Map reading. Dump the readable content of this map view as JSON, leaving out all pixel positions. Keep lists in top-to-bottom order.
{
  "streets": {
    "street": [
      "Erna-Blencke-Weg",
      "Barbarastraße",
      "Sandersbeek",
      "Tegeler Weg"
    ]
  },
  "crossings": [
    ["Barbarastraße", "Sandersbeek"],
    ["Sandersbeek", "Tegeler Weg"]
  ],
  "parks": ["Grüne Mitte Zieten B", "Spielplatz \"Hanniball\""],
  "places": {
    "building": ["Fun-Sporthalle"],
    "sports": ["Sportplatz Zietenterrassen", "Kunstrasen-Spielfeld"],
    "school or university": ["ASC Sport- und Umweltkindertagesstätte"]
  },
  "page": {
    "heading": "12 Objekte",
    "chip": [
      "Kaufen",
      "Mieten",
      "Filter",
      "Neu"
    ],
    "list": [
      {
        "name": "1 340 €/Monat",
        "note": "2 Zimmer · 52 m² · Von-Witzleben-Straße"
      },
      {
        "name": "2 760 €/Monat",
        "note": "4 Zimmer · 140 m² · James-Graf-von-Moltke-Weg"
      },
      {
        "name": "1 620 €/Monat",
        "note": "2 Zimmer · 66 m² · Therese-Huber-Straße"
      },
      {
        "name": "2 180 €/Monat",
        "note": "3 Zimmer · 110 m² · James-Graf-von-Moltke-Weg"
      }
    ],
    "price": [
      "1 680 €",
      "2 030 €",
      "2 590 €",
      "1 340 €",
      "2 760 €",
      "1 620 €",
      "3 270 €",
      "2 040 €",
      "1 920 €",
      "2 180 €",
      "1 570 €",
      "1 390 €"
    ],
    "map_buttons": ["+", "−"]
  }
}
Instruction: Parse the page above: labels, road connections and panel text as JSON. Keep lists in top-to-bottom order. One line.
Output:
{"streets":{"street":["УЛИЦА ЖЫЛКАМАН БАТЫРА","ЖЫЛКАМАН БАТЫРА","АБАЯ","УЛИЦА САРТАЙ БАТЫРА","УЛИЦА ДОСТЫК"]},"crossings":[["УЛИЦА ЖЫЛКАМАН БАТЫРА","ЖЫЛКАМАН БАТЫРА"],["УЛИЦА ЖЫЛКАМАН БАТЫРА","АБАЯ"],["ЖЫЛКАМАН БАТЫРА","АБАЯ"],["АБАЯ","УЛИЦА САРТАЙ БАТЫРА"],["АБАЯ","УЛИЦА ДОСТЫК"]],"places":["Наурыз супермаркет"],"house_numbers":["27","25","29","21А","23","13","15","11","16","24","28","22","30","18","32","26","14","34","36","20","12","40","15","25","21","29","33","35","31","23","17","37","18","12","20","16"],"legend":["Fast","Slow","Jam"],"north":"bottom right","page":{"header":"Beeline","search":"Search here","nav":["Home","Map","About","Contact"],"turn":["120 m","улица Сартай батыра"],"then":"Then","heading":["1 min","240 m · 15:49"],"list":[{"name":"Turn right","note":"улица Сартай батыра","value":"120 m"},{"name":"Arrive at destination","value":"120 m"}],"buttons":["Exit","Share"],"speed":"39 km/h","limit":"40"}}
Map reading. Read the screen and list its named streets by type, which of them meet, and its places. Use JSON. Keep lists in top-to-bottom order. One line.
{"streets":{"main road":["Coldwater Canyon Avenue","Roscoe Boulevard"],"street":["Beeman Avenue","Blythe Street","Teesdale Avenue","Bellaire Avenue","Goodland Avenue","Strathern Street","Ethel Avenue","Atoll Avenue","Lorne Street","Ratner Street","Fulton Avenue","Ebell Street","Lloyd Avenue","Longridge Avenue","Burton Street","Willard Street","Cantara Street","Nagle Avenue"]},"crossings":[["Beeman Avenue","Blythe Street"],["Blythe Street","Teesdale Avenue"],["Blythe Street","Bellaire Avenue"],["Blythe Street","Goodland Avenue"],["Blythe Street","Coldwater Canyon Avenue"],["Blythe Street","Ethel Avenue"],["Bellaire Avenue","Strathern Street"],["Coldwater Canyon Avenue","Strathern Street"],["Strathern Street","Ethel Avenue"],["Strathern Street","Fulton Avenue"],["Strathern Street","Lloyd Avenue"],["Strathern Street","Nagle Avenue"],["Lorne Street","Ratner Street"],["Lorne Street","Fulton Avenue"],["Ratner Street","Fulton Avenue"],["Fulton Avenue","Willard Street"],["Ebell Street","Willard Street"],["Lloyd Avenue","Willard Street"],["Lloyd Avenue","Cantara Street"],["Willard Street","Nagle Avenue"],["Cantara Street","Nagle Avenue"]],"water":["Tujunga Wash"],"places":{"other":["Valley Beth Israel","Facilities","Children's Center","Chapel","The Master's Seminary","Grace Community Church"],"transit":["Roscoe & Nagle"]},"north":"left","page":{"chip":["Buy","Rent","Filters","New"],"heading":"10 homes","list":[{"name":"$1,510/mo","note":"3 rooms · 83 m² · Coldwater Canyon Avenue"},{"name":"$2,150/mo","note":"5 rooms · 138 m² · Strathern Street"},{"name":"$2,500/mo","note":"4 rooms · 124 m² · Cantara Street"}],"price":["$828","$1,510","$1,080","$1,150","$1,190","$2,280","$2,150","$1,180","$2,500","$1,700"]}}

──────

ACTION ITEM - Copy the full listing verbatim.

RESULT FOR THIS EXERCISE -
Map reading. Dump the readable content of this map view as JSON, leaving out all pixel positions. Keep lists in top-to-bottom order.
{
  "streets": {
    "street": [
      "Erna-Blencke-Weg",
      "Barbarastraße",
      "Sandersbeek",
      "Tegeler Weg"
    ]
  },
  "crossings": [
    ["Barbarastraße", "Sandersbeek"],
    ["Sandersbeek", "Tegeler Weg"]
  ],
  "parks": ["Grüne Mitte Zieten B", "Spielplatz \"Hanniball\""],
  "places": {
    "building": ["Fun-Sporthalle"],
    "sports": ["Sportplatz Zietenterrassen", "Kunstrasen-Spielfeld"],
    "school or university": ["ASC Sport- und Umweltkindertagesstätte"]
  },
  "page": {
    "heading": "12 Objekte",
    "chip": [
      "Kaufen",
      "Mieten",
      "Filter",
      "Neu"
    ],
    "list": [
      {
        "name": "1 340 €/Monat",
        "note": "2 Zimmer · 52 m² · Von-Witzleben-Straße"
      },
      {
        "name": "2 760 €/Monat",
        "note": "4 Zimmer · 140 m² · James-Graf-von-Moltke-Weg"
      },
      {
        "name": "1 620 €/Monat",
        "note": "2 Zimmer · 66 m² · Therese-Huber-Straße"
      },
      {
        "name": "2 180 €/Monat",
        "note": "3 Zimmer · 110 m² · James-Graf-von-Moltke-Weg"
      }
    ],
    "price": [
      "1 680 €",
      "2 030 €",
      "2 590 €",
      "1 340 €",
      "2 760 €",
      "1 620 €",
      "3 270 €",
      "2 040 €",
      "1 920 €",
      "2 180 €",
      "1 570 €",
      "1 390 €"
    ],
    "map_buttons": ["+", "−"]
  }
}
Instruction: Parse the page above: labels, road connections and panel text as JSON. Keep lists in top-to-bottom order. One line.
Output:
{"streets":{"street":["УЛИЦА ЖЫЛКАМАН БАТЫРА","ЖЫЛКАМАН БАТЫРА","АБАЯ","УЛИЦА САРТАЙ БАТЫРА","УЛИЦА ДОСТЫК"]},"crossings":[["УЛИЦА ЖЫЛКАМАН БАТЫРА","ЖЫЛКАМАН БАТЫРА"],["УЛИЦА ЖЫЛКАМАН БАТЫРА","АБАЯ"],["ЖЫЛКАМАН БАТЫРА","АБАЯ"],["АБАЯ","УЛИЦА САРТАЙ БАТЫРА"],["АБАЯ","УЛИЦА ДОСТЫК"]],"places":["Наурыз супермаркет"],"house_numbers":["27","25","29","21А","23","13","15","11","16","24","28","22","30","18","32","26","14","34","36","20","12","40","15","25","21","29","33","35","31","23","17","37","18","12","20","16"],"legend":["Fast","Slow","Jam"],"north":"bottom right","page":{"header":"Beeline","search":"Search here","nav":["Home","Map","About","Contact"],"turn":["120 m","улица Сартай батыра"],"then":"Then","heading":["1 min","240 m · 15:49"],"list":[{"name":"Turn right","note":"улица Сартай батыра","value":"120 m"},{"name":"Arrive at destination","value":"120 m"}],"buttons":["Exit","Share"],"speed":"39 km/h","limit":"40"}}
Map reading. Read the screen and list its named streets by type, which of them meet, and its places. Use JSON. Keep lists in top-to-bottom order. One line.
{"streets":{"main road":["Coldwater Canyon Avenue","Roscoe Boulevard"],"street":["Beeman Avenue","Blythe Street","Teesdale Avenue","Bellaire Avenue","Goodland Avenue","Strathern Street","Ethel Avenue","Atoll Avenue","Lorne Street","Ratner Street","Fulton Avenue","Ebell Street","Lloyd Avenue","Longridge Avenue","Burton Street","Willard Street","Cantara Street","Nagle Avenue"]},"crossings":[["Beeman Avenue","Blythe Street"],["Blythe Street","Teesdale Avenue"],["Blythe Street","Bellaire Avenue"],["Blythe Street","Goodland Avenue"],["Blythe Street","Coldwater Canyon Avenue"],["Blythe Street","Ethel Avenue"],["Bellaire Avenue","Strathern Street"],["Coldwater Canyon Avenue","Strathern Street"],["Strathern Street","Ethel Avenue"],["Strathern Street","Fulton Avenue"],["Strathern Street","Lloyd Avenue"],["Strathern Street","Nagle Avenue"],["Lorne Street","Ratner Street"],["Lorne Street","Fulton Avenue"],["Ratner Street","Fulton Avenue"],["Fulton Avenue","Willard Street"],["Ebell Street","Willard Street"],["Lloyd Avenue","Willard Street"],["Lloyd Avenue","Cantara Street"],["Willard Street","Nagle Avenue"],["Cantara Street","Nagle Avenue"]],"water":["Tujunga Wash"],"places":{"other":["Valley Beth Israel","Facilities","Children's Center","Chapel","The Master's Seminary","Grace Community Church"],"transit":["Roscoe & Nagle"]},"north":"left","page":{"chip":["Buy","Rent","Filters","New"],"heading":"10 homes","list":[{"name":"$1,510/mo","note":"3 rooms · 83 m² · Coldwater Canyon Avenue"},{"name":"$2,150/mo","note":"5 rooms · 138 m² · Strathern Street"},{"name":"$2,500/mo","note":"4 rooms · 124 m² · Cantara Street"}],"price":["$828","$1,510","$1,080","$1,150","$1,190","$2,280","$2,150","$1,180","$2,500","$1,700"]}}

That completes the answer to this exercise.